◆ Task description
Find the line holding "display:grid; grid-template-columns:32px 1fr" in the entries below. Give it again exactly, along with every line after it up to and including the line holding "flex:none; width:28px; height:28px;".
+===+
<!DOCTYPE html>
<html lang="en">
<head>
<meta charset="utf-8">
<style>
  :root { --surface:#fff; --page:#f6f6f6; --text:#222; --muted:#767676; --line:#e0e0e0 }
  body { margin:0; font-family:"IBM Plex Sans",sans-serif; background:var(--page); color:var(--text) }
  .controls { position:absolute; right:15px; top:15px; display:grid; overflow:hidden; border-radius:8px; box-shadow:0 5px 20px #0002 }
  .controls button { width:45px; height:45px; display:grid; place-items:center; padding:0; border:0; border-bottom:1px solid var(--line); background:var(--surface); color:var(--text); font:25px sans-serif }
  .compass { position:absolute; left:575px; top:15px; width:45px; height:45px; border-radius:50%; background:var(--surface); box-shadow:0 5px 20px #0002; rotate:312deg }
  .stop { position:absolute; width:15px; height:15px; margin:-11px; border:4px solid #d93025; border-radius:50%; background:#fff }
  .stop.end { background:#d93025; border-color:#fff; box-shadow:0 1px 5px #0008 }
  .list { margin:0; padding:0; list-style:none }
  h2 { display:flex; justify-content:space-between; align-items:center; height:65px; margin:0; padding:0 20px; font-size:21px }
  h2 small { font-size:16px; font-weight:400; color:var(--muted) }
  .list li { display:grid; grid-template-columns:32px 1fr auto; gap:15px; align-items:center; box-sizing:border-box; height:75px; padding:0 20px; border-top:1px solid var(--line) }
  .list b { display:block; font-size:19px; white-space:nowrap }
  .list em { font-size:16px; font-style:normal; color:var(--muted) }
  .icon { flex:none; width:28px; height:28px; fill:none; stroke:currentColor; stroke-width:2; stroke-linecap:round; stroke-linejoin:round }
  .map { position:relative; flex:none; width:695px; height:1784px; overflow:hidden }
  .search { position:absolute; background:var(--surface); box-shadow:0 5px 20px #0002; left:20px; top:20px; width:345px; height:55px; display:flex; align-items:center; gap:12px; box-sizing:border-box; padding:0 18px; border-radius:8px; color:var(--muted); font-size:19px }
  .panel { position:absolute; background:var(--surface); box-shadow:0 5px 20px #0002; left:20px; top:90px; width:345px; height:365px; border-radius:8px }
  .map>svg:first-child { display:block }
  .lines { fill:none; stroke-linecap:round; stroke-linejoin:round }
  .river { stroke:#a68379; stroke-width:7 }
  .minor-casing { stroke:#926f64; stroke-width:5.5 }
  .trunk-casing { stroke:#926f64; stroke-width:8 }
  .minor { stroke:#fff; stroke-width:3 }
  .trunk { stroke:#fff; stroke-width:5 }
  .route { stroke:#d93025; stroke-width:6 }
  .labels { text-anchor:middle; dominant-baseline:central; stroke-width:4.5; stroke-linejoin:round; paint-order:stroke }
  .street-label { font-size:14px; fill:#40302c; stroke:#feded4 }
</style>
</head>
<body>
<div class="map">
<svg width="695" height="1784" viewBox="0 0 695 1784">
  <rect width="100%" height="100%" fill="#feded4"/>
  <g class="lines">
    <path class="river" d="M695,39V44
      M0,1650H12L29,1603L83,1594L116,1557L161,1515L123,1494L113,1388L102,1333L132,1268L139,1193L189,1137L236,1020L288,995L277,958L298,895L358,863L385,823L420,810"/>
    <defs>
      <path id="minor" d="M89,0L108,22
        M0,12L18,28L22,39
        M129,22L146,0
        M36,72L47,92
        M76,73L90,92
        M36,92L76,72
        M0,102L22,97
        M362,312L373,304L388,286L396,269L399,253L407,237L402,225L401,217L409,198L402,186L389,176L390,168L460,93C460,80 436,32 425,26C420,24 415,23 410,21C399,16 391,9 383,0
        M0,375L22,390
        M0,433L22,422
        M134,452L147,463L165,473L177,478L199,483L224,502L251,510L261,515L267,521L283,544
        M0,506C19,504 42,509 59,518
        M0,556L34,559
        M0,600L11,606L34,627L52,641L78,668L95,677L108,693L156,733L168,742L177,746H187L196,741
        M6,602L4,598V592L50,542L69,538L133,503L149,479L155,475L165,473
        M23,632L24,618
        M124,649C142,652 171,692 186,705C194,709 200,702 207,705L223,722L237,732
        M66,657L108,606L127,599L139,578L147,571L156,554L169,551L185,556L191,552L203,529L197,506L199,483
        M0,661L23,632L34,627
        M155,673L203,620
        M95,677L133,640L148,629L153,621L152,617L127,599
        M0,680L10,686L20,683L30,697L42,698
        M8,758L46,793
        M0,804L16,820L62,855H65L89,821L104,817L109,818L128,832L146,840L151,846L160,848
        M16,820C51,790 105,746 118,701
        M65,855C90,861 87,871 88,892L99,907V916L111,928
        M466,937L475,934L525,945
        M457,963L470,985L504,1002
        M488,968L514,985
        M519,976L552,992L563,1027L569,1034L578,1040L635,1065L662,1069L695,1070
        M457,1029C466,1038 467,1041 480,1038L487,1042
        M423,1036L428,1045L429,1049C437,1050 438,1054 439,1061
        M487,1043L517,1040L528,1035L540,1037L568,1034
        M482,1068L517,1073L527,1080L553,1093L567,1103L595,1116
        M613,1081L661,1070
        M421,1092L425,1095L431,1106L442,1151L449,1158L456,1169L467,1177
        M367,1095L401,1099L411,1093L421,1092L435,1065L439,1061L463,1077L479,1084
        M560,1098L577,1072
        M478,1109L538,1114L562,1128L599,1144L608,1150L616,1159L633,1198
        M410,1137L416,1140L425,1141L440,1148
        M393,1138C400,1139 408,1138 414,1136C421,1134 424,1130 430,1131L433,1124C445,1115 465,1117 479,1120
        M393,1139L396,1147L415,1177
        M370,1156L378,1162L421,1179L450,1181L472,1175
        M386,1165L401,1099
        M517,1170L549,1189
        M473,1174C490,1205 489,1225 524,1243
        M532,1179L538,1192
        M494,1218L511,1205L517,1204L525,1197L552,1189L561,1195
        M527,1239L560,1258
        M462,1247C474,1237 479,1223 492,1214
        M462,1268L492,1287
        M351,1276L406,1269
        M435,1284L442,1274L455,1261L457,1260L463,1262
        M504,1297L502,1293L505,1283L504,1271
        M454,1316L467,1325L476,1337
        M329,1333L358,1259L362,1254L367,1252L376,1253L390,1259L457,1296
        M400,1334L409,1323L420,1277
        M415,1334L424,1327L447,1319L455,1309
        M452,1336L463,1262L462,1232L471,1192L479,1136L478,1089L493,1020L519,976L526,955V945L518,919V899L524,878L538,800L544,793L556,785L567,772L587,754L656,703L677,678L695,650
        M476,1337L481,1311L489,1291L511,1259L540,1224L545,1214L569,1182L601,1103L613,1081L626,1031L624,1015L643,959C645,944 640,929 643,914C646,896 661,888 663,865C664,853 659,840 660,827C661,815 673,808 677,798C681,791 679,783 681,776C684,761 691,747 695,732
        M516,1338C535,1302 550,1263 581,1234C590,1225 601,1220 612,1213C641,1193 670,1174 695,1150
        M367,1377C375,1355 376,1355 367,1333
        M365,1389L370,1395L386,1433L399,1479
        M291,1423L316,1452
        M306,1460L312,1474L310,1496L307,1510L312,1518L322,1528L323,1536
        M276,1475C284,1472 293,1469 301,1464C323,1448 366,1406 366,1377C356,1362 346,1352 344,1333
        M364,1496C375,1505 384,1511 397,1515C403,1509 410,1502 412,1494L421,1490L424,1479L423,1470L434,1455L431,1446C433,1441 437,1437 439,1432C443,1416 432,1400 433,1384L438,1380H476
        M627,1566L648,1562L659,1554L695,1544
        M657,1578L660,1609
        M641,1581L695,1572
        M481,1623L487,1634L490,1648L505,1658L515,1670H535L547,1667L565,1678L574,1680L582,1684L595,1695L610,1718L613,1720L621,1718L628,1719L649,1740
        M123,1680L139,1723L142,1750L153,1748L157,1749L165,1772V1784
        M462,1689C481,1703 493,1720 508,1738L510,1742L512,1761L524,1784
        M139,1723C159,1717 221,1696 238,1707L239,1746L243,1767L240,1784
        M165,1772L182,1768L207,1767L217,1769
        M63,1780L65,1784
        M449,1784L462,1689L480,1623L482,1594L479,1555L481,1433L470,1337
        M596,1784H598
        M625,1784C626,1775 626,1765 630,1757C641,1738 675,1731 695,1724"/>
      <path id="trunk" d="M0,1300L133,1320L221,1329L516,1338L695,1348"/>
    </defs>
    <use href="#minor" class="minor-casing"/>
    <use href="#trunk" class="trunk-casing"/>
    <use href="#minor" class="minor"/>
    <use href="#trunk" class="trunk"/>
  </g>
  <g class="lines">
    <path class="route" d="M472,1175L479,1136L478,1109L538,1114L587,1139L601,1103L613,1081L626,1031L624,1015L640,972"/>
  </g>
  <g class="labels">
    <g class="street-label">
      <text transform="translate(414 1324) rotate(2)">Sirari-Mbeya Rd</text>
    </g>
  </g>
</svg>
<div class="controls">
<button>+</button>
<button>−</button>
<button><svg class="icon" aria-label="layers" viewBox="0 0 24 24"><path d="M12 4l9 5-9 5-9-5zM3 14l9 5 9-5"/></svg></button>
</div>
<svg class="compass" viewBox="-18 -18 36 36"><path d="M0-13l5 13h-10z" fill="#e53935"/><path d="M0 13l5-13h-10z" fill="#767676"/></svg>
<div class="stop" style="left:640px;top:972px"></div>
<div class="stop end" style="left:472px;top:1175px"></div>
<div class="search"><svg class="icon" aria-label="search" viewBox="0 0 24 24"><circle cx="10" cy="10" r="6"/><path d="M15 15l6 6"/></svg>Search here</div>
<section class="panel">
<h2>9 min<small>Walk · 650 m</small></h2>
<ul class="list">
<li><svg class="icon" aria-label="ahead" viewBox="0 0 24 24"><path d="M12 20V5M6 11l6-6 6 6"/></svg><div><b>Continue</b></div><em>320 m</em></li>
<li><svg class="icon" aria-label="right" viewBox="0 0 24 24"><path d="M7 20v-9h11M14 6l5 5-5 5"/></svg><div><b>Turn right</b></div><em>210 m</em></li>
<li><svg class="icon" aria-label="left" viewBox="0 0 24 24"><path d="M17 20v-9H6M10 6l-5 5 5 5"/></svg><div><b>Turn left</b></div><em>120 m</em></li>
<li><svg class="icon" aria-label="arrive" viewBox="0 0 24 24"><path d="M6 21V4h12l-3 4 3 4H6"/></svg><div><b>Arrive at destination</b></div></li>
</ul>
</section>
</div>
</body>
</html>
+===+
◆ Written answer
  .list li { display:grid; grid-template-columns:32px 1fr auto; gap:15px; align-items:center; box-sizing:border-box; height:75px; padding:0 20px; border-top:1px solid var(--line) }
  .list b { display:block; font-size:19px; white-space:nowrap }
  .list em { font-size:16px; font-style:normal; color:var(--muted) }
  .icon { flex:none; width:28px; height:28px; fill:none; stroke:currentColor; stroke-width:2; stroke-linecap:round; stroke-linejoin:round }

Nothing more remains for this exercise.